Les frappes des Gardiens de la Révolution iranienne dans le Kurdistan irakien
Le 1er et 2 juillet, les Gardiens de la Révolution ont frappé un camp du Parti de la liberté du Kurdistan (PAK) près d’Erbil, à l’est de l’Irak, lors de raids aériens qui ont inclus deux missiles balistiques et deux drones. Ces attaques, ciblant des milices kurdes iraniennes établies à proximité de la frontière, ont été accompagnées de vidéos montrant des incendies massifs dans la région, rapporte TopTribune.
En l’espace de 48 heures, d’autres camps de partis kurdes dissidents ont également été touchés, amplifiant des tensions déjà vives. Les affrontements récents entre les forces iraniennes et des groupes armés kurdes dans la région iranienne du Kurdistan, qui ont entraîné la mort d’au moins cinq membres des Gardiens de la Révolution, ont précédé ces frappes.
Cette escalade de la violence a été aggravée par des conflits fatals survenus à Mahabad, Saravan et Paveh, où plusieurs Kurdes ont trouvé la mort, renforçant un climat de méfiance et de confrontation.
Les récents événements coïncident avec le conflit israélo-américain en cours contre l’Iran, qui a débuté le 28 février. Selon des sources, des groupes kurdes auraient envisagé de passer à l’action avec un soutien implémenté par Israël et les États-Unis, bien que leurs dirigeants aient nié toute réception d’armes.
Contexte des tensions kurdes et iraniennes
Les tensions s’accentuent avec le bombardement par des avions israéliens de postes ontraliers et de bases militaires iraniennes, alors que l’Iran intensifiait ses attaques à l’aide de drones et de missiles contre des camps dissidents au Kurdistan irakien. Les partis kurdes estiment que ces frappes auraient fait des victimes parmi leurs rangs, tandis qu’Iran mentionne des pertes beaucoup plus élevées.
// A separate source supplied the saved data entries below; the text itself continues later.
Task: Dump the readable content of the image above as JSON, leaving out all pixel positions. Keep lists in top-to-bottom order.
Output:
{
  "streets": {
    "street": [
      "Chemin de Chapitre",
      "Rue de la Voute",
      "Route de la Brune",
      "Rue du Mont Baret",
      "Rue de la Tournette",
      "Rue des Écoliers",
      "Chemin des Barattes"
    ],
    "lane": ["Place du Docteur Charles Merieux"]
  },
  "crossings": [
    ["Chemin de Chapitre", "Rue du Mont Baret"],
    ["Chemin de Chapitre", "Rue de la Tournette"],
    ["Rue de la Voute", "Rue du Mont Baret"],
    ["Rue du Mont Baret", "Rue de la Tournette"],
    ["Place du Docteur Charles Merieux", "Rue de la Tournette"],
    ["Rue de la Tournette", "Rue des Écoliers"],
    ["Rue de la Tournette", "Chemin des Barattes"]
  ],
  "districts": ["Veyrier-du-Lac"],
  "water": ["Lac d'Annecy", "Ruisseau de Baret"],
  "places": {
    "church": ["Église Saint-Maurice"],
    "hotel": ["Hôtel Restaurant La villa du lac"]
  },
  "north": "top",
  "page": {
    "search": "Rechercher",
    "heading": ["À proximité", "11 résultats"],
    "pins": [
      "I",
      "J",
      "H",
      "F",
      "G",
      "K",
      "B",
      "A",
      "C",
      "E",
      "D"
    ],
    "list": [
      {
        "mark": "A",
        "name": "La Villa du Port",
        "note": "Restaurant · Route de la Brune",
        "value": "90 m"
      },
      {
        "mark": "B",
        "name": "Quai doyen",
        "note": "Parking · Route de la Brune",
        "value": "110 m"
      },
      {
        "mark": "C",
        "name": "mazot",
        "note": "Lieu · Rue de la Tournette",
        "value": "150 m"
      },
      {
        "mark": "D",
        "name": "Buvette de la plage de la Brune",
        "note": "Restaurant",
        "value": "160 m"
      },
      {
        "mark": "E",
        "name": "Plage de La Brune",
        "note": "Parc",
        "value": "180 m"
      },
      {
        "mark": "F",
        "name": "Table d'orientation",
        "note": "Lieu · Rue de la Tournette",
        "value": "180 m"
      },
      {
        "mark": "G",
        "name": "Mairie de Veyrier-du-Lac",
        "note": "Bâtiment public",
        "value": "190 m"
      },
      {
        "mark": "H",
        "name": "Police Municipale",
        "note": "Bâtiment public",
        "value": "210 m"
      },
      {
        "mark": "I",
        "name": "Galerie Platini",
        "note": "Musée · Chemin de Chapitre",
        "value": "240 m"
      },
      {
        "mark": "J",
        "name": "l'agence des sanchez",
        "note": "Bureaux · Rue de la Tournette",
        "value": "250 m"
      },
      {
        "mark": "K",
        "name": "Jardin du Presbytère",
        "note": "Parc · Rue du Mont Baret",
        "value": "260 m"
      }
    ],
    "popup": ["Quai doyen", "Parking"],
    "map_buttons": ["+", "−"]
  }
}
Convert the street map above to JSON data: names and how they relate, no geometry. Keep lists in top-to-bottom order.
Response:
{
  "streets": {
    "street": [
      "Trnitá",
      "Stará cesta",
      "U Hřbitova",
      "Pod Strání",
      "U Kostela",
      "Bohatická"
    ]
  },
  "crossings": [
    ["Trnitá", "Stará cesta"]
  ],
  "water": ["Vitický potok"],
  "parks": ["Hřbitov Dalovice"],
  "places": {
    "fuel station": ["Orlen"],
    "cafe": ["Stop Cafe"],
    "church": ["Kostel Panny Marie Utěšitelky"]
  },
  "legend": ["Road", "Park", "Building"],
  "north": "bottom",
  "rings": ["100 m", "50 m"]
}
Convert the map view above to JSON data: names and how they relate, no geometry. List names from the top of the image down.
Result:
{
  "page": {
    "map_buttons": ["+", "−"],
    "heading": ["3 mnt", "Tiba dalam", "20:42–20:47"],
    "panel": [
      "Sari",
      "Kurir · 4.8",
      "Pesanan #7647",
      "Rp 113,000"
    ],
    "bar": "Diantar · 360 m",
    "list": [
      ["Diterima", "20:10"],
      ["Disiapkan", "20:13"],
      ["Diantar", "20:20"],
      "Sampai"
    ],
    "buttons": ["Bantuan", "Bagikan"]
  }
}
Il existe quatre groupes principaux parmi les dissidents kurdes en Iran, notamment le Komala et le Parti démocratique du Kurdistan iranien, ainsi que le PAK et le PJAK, ce dernier étant affilié au PKK, jugé comme organisation terroriste par plusieurs pays, dont l’Union européenne et les États-Unis.
En dépit d’une trêve annoncée entre les États-Unis et l’Iran, les tensions entre Téhéran et des milices kurdes se sont intensifiées, avec des actes de violence notables. Des abus perpétrés par les forces de sécurité iraniennes contre la population kurde ont également été rapportés, alimentant des manifestations comme celle de Mahabad suite à l’assassinat d’un jeune homme le 1er juillet.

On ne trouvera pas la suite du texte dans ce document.